Due to the Pauli exclusion principle, only 1 electron is allowed in any quantum state. Hence, at absolute zero, electrons stack up in energy - with one per state - up to the maximum energy they need, called the Fermi energy. Above the Fermi energy, there are no electrons occupying states. The Fermi-Dirac distribution function models how the electrons fall into these states.

The Fermi energy

E_F = \mu

at absolute zero, hence the distribution function becomes:

f(E) = \frac{1}{\mathrm{e}^{\frac{(E-E_F)}{kT}}+1}

Now, consider when T~0. At energy E<E_F i.e. for energies below the Fermi energy, the exponential function = 0, and so f(E) = 1 i.e. one electron per state.

When E>E_F, i.e. for energies above the Fermi energy, the exponential function = infinty, thus f(E) = 0 i.e. no electrons per state.

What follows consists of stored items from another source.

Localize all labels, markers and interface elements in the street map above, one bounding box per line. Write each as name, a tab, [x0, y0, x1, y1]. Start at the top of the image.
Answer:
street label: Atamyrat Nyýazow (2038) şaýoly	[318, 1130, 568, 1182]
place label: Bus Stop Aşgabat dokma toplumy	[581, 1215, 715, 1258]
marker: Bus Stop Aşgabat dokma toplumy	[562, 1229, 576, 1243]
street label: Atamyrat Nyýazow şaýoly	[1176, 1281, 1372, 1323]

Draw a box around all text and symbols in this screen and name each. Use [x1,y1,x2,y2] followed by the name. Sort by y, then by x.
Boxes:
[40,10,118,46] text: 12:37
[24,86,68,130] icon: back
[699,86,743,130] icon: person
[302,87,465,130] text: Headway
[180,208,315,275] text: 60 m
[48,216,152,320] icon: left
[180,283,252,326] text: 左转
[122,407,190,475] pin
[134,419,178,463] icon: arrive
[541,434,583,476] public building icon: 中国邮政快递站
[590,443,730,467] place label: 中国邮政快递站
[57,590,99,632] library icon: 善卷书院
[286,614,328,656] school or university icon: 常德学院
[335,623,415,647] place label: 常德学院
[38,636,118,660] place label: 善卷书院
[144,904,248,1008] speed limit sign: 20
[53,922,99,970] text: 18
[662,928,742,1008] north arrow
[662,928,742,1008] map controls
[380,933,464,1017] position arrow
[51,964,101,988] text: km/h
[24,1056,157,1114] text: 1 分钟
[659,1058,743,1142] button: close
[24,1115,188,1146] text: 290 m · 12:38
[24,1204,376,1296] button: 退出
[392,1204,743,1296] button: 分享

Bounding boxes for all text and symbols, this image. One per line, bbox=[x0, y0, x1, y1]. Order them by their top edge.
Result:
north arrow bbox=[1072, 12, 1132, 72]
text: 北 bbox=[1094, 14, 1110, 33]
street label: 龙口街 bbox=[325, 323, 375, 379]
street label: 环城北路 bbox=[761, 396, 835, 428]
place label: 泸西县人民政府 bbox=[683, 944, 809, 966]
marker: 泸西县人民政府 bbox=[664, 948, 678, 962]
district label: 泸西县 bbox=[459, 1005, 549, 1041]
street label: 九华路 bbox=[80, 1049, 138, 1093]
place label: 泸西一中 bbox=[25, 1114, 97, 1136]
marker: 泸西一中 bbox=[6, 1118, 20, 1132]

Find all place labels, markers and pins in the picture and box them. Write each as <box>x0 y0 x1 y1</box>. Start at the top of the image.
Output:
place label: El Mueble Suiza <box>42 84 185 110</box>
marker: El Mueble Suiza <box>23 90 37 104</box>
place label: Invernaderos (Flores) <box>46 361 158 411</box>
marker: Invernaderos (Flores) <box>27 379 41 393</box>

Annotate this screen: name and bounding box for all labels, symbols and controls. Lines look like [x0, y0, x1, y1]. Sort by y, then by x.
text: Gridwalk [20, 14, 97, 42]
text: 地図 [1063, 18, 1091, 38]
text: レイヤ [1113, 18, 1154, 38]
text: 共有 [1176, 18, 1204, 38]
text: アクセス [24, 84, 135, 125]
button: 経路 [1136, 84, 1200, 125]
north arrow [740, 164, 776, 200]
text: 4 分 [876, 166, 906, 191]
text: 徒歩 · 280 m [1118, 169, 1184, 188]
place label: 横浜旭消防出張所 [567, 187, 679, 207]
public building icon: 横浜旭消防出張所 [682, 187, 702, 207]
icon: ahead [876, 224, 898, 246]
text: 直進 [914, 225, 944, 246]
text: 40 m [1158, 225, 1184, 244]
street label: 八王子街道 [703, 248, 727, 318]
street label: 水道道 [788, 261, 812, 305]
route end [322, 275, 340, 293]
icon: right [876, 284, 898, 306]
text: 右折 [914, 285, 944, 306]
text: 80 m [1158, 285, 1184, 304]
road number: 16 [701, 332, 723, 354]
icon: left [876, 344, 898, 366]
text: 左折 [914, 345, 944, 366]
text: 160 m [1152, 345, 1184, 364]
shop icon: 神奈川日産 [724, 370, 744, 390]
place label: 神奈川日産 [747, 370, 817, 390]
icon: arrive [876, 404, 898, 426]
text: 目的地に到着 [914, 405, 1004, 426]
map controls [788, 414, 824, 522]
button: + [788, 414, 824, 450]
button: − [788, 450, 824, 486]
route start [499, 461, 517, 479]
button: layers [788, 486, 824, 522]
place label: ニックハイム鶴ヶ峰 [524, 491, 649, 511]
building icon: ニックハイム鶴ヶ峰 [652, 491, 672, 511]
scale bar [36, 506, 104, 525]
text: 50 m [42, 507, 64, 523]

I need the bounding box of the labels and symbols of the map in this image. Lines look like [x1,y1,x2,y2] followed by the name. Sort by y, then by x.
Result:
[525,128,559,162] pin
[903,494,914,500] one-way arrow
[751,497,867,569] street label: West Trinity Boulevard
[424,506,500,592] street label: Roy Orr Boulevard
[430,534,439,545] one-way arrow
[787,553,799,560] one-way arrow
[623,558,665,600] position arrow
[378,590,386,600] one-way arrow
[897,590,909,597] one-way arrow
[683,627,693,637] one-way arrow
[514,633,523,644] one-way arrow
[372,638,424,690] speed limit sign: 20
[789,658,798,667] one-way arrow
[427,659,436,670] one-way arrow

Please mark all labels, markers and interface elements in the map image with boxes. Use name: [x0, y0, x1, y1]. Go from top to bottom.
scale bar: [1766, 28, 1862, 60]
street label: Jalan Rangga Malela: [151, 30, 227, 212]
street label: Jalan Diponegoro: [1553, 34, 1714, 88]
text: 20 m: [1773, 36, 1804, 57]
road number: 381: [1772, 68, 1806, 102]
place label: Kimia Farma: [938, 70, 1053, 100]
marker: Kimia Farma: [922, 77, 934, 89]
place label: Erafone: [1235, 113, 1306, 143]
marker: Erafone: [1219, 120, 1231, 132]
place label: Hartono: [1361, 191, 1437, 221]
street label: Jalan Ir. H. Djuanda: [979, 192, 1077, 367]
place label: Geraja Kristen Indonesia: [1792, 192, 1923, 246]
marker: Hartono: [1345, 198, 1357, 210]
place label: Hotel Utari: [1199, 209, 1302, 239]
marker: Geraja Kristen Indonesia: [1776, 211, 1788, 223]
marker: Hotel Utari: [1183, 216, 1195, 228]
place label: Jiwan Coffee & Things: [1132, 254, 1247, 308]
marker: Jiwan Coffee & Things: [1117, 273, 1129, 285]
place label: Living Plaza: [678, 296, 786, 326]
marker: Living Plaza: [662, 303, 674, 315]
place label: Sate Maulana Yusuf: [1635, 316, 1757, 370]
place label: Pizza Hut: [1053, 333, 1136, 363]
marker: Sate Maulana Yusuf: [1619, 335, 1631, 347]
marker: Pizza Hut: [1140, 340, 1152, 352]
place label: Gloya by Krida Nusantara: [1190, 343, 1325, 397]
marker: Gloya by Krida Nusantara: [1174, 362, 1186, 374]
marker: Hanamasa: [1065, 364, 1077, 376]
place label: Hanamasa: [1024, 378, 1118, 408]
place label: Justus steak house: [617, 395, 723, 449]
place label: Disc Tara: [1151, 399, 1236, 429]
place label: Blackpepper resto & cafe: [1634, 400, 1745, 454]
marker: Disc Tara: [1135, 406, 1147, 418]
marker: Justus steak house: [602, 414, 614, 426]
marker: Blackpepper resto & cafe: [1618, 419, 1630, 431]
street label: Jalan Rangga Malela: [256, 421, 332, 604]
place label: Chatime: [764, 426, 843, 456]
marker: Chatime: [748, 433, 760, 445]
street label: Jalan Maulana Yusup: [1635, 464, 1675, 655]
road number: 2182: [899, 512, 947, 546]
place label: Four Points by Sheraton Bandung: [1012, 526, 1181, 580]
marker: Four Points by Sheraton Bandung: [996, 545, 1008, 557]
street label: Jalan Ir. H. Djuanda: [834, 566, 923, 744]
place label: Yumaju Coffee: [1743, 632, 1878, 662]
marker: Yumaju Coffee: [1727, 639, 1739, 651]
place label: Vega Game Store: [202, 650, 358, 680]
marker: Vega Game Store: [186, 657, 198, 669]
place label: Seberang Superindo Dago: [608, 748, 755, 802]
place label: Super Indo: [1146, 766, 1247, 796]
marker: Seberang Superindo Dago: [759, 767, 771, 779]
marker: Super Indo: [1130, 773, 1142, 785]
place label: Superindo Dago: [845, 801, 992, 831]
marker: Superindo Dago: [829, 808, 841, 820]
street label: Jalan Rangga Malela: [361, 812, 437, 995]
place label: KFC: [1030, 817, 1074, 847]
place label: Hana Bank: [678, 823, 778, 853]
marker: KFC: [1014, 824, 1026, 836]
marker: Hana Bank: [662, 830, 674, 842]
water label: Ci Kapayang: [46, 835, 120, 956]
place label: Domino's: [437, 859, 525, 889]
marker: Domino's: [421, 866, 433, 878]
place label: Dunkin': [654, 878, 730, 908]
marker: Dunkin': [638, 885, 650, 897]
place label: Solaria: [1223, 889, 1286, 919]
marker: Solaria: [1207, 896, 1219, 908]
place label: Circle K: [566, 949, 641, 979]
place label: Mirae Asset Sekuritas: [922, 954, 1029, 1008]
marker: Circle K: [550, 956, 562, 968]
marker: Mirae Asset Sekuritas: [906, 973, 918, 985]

Thus, the results we need at T=0 are produced. As T increases, the distribution doesn't become a simple "1 per state then 0 per state", but takes account of the thermal excitations which mean some electrons will be above the Fermi energy. In fact as T gets big enough, f(E) tends towards the fully thermal Boltzmann distribution.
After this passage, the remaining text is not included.